To do: Output the entries below word for word, stopping once the line containing "2px #dbdbdb) drop-shadow(0" is done, and omit each picture.

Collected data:
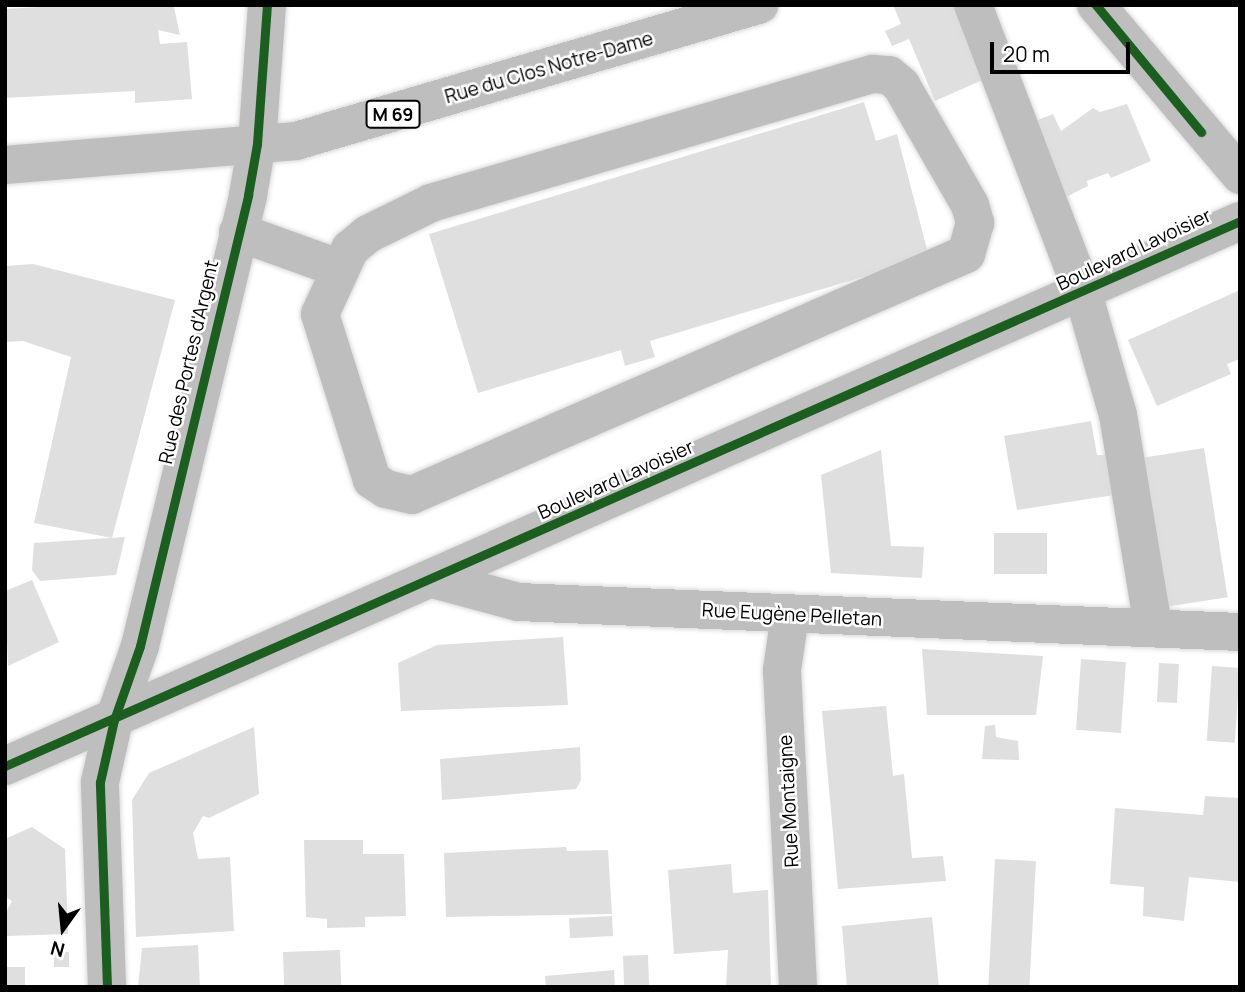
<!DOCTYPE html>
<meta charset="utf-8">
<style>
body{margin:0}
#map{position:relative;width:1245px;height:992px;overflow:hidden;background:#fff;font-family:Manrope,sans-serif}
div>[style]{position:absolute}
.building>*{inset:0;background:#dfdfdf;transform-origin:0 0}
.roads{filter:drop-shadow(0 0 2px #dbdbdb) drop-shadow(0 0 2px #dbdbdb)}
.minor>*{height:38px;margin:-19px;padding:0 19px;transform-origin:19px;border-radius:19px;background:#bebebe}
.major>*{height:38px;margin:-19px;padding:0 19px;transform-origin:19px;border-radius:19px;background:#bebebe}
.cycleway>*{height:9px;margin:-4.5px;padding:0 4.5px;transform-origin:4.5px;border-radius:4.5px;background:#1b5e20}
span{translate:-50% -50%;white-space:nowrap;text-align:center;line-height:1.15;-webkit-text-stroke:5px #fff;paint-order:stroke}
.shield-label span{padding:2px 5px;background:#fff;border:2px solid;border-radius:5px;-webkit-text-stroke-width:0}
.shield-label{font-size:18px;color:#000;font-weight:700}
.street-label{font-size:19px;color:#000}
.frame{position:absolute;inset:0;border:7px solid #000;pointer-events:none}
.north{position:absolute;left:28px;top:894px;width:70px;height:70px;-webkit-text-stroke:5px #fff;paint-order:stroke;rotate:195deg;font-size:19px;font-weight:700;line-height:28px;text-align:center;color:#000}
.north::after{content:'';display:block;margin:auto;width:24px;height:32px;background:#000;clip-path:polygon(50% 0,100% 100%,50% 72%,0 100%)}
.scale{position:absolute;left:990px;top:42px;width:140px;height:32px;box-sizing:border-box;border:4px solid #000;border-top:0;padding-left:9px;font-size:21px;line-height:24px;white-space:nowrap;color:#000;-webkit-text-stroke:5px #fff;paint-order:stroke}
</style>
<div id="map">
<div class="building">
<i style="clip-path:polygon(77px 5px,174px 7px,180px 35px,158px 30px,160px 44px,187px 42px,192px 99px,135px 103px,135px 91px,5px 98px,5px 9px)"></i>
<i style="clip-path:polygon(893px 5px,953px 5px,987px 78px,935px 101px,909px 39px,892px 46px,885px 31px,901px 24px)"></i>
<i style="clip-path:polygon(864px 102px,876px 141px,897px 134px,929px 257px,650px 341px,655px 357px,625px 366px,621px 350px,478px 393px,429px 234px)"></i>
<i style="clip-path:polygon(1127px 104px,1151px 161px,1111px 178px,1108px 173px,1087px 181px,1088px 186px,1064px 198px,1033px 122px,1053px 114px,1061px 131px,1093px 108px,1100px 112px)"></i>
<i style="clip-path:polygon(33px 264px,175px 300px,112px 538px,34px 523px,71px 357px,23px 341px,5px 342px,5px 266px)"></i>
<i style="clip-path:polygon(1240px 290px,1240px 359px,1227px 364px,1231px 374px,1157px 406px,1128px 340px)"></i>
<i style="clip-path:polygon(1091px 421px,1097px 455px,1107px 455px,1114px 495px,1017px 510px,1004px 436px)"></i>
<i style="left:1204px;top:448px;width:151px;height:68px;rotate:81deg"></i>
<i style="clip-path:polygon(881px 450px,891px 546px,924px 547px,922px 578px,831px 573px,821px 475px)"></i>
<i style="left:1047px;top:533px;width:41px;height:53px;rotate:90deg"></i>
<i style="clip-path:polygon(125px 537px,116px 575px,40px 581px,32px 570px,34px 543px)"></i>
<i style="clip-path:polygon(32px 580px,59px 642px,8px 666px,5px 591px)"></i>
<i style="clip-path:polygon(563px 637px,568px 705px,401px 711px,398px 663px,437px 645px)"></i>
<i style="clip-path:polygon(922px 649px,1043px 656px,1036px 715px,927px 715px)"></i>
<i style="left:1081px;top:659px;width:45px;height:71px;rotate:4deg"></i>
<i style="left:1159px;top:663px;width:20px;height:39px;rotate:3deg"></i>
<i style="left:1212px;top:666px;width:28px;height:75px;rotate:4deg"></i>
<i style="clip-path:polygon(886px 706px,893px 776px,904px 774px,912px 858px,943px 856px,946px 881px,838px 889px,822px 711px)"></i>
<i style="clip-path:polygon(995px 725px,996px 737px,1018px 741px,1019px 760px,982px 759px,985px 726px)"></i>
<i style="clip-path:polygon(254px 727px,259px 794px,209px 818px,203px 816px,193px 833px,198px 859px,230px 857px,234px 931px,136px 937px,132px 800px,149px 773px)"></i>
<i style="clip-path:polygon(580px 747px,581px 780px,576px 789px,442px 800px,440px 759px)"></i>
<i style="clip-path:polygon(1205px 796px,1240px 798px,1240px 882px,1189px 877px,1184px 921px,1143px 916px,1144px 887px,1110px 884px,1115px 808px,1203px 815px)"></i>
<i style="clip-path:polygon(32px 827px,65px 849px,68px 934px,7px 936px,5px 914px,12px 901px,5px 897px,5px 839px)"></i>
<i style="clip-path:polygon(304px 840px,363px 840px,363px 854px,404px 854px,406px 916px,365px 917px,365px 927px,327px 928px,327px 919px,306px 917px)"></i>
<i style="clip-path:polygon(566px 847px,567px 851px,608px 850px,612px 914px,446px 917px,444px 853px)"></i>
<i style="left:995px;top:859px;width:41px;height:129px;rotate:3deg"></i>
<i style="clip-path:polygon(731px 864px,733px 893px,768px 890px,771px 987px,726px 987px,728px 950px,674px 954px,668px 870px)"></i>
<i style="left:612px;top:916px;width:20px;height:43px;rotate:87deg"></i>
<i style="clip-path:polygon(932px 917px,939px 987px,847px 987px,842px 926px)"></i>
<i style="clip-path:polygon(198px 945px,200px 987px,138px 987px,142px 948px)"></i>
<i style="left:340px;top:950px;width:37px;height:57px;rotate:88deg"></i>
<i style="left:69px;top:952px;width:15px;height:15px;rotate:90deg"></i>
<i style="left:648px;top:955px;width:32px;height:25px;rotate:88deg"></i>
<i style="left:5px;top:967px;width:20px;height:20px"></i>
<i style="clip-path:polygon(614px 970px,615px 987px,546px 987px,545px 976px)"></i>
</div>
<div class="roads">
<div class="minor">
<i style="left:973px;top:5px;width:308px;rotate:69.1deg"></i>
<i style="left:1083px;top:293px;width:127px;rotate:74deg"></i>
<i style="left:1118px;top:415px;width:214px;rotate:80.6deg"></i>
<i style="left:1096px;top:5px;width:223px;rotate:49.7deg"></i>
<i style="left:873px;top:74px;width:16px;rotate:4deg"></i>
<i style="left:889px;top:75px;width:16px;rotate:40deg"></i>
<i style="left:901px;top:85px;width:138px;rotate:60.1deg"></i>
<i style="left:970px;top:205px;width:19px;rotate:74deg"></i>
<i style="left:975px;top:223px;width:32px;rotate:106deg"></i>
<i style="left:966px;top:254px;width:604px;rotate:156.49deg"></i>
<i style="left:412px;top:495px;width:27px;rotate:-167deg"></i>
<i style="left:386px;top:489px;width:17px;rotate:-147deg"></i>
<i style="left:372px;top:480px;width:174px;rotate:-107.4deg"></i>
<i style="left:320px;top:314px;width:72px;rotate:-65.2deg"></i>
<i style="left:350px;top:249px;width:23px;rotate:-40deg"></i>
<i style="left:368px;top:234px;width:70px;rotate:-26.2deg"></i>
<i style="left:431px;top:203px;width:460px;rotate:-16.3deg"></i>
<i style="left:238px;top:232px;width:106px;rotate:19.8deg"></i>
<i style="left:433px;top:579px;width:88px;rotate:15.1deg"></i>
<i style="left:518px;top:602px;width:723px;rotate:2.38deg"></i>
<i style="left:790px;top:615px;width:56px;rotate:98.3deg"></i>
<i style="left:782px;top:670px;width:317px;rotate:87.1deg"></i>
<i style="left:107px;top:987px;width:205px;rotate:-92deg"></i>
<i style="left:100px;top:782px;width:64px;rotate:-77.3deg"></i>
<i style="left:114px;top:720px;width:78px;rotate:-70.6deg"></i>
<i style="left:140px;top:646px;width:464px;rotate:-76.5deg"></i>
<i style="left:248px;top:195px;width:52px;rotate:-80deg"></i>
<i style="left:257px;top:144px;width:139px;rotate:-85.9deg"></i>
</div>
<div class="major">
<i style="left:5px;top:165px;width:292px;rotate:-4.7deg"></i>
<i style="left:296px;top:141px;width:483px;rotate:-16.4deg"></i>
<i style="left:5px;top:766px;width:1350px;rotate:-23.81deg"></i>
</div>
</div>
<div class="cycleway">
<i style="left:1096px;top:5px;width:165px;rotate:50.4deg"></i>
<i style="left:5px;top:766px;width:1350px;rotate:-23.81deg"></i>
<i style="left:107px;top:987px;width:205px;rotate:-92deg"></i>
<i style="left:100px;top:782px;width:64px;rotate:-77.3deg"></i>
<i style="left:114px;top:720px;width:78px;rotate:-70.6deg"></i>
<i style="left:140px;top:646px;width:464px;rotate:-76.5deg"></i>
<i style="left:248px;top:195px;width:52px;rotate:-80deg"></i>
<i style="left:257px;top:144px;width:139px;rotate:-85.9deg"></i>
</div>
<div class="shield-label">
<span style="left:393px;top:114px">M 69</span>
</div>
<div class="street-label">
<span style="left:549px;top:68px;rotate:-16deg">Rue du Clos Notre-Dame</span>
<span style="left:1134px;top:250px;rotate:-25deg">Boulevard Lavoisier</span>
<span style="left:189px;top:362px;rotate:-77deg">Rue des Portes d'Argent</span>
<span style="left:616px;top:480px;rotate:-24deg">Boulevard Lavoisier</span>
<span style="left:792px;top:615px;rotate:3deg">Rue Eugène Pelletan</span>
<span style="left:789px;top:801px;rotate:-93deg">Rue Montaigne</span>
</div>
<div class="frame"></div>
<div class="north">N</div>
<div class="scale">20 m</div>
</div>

Written response:
<!DOCTYPE html>
<meta charset="utf-8">
<style>
body{margin:0}
#map{position:relative;width:1245px;height:992px;overflow:hidden;background:#fff;font-family:Manrope,sans-serif}
div>[style]{position:absolute}
.building>*{inset:0;background:#dfdfdf;transform-origin:0 0}
.roads{filter:drop-shadow(0 0 2px #dbdbdb) drop-shadow(0 0 2px #dbdbdb)}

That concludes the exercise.